Poesia das Meninas - Christiana Nóvoa

A carioca Christiana Nóvoa é autora do livro Breviário das pequenas horas (Ed. Patuá). Tem poemas citados no romance Teoria Geral do Esquecimento, de José Eduardo Agualusa (Vencedor do Prêmio Fernando Namora 2013, Portugal) e em diversas revistas de Literatura e Poesia. Desde 2005 publica seus textos no blog Nóvoa em Folha: http://novoaemfolha.com


 a náusea .



sinto em mim as dores
das poetas mortas
seus caminhos tristes
seus amores vãos

vejo em outras mãos
agora tão minhas
suas vidas linhas
mal-traçadas tortas

e as formas tão certas
da sua poesia
fiel companhia
das noites desertas

páginas vazias
artérias abertas
na insana sangria

;

a guerra perdida
e o gozo perverso
de um verso suicida



Christiana Nóvoa
Breviário das Pequenas Horas - Christiana Nóvoa

18.7.18

Poesia das Meninas - Tatiana Nascimento


A brasiliense Tatiana Nascimento é escritora, compositora, cantora. Criou com a poeta Bárbara Esmenia a Padê Editorial, uma editora artesanal de livros caseiros, voltada para a publicação de autoras negras periféricas, lésbicas, fora dos grandes circuitos literários.

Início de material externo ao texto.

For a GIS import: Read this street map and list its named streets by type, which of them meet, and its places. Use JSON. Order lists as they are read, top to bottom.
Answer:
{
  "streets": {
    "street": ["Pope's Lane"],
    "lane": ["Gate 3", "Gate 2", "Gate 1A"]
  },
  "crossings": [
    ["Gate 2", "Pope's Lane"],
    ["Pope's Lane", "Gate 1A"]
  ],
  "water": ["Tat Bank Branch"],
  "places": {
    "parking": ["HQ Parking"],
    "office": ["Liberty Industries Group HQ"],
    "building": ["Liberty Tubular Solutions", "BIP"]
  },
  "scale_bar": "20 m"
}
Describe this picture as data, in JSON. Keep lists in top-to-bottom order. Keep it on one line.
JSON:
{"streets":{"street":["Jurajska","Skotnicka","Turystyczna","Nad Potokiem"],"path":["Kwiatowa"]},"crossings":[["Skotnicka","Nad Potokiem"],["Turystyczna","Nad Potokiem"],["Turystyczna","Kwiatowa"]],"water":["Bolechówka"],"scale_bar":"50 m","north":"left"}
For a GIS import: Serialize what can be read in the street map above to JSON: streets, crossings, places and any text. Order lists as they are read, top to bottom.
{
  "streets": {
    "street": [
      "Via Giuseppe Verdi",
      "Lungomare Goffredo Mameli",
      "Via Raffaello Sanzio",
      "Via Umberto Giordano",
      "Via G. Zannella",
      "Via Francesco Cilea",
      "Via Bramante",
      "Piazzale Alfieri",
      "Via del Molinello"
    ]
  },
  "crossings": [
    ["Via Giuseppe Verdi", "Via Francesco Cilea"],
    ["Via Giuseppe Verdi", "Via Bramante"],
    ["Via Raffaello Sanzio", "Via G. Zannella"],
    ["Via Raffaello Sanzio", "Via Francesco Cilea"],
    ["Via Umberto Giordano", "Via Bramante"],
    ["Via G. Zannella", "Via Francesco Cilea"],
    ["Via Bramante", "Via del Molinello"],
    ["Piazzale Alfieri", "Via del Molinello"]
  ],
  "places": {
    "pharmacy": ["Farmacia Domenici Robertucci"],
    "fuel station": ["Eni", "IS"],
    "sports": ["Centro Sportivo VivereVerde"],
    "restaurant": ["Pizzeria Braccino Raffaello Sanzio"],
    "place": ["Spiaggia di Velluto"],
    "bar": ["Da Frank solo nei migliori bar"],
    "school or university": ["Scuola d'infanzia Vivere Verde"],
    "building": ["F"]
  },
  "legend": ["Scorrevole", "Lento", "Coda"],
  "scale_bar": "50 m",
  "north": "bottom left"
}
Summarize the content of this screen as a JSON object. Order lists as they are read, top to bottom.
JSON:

Tatiana cria e realiza.

a dança


“qual é a música, maestro?”

eu ainda tô aprendendo
a te amar
a não contar as horas
não chorar demoras
nem temer recusa

desalimentar expectativas difusas
(profusão de análises semânticas
dum “oi” que significa só ele
mesmo: “oi”)

eu ainda tô aprendendo
a me perdoar
não ter falado um tanto
(ou ter falado tanto)
por ter errado tanto
quanto você
por me machucar

(y com certeza um dia
me perdôo por te
machucar)

eu ainda tô aprendendo
a tatear a densidade leve do ar
nessa ponte que erguemos entre
o meu y o teu
silêncio
a tua y a minha
ausência
a histórica
carência
a memória da
latência
a querência da
trajetória que tentamos
trilhar juntas mesmo em tanta
perdição

y inda tô desaprendendo
o teu mais que meu
desapego
y el mío mais que el tuyo
celo

a esquecer
o que não
tem per
dão

não existe mais máquina do tempo
depois dos 32 (anos, dentes, anéis de
saturnos, casório-y-separação, DRs y des
ilusão)

mas talvez tem mágica no vento capaz de
dar uma pausa no tudo que aconteceu depois
que eu viajei pra salvador y você cantou,
no caminho do aeroporto,

“nunca mais
vou gostar de você
nunca mais”

.

ou se não uma pausa, só:
dissolver o mal-estar,
se não dissolver só:
nos lembrar:

que num tem mal-estar maior que aquele afeto doido que foi/fez
sentido. que um dia caiu. que se machucou. que joelho ralou.
y que um dia virou outro afeto: uma noite se desvelou.

y olha:

fosse aquele tempo eu cobria com babosa
machucada y mel (melhores cicatriz
antes) o joelho ralado do afeto
eu colava um bandeid em
cima y até dava um

bejinho

pra sarar

mais depressa

mas como o tempo é esse agora tô mirando
a cicatriz pra lembrar que
tudo que corre
pode tropeçar, pode cair,
pode escorregar. ou pode ganhar
impulso pra voar, na beira dos dois gumes:
planar. pousar.

demorou uma era, bissexta²,
pra eu poder me rever do seu lado
y tô reaprendendo andar no meu passo
(que c zombeteira troca com o seu). sipá um dia

nesse tempo-espaço

a gente

até

volta a se bailar.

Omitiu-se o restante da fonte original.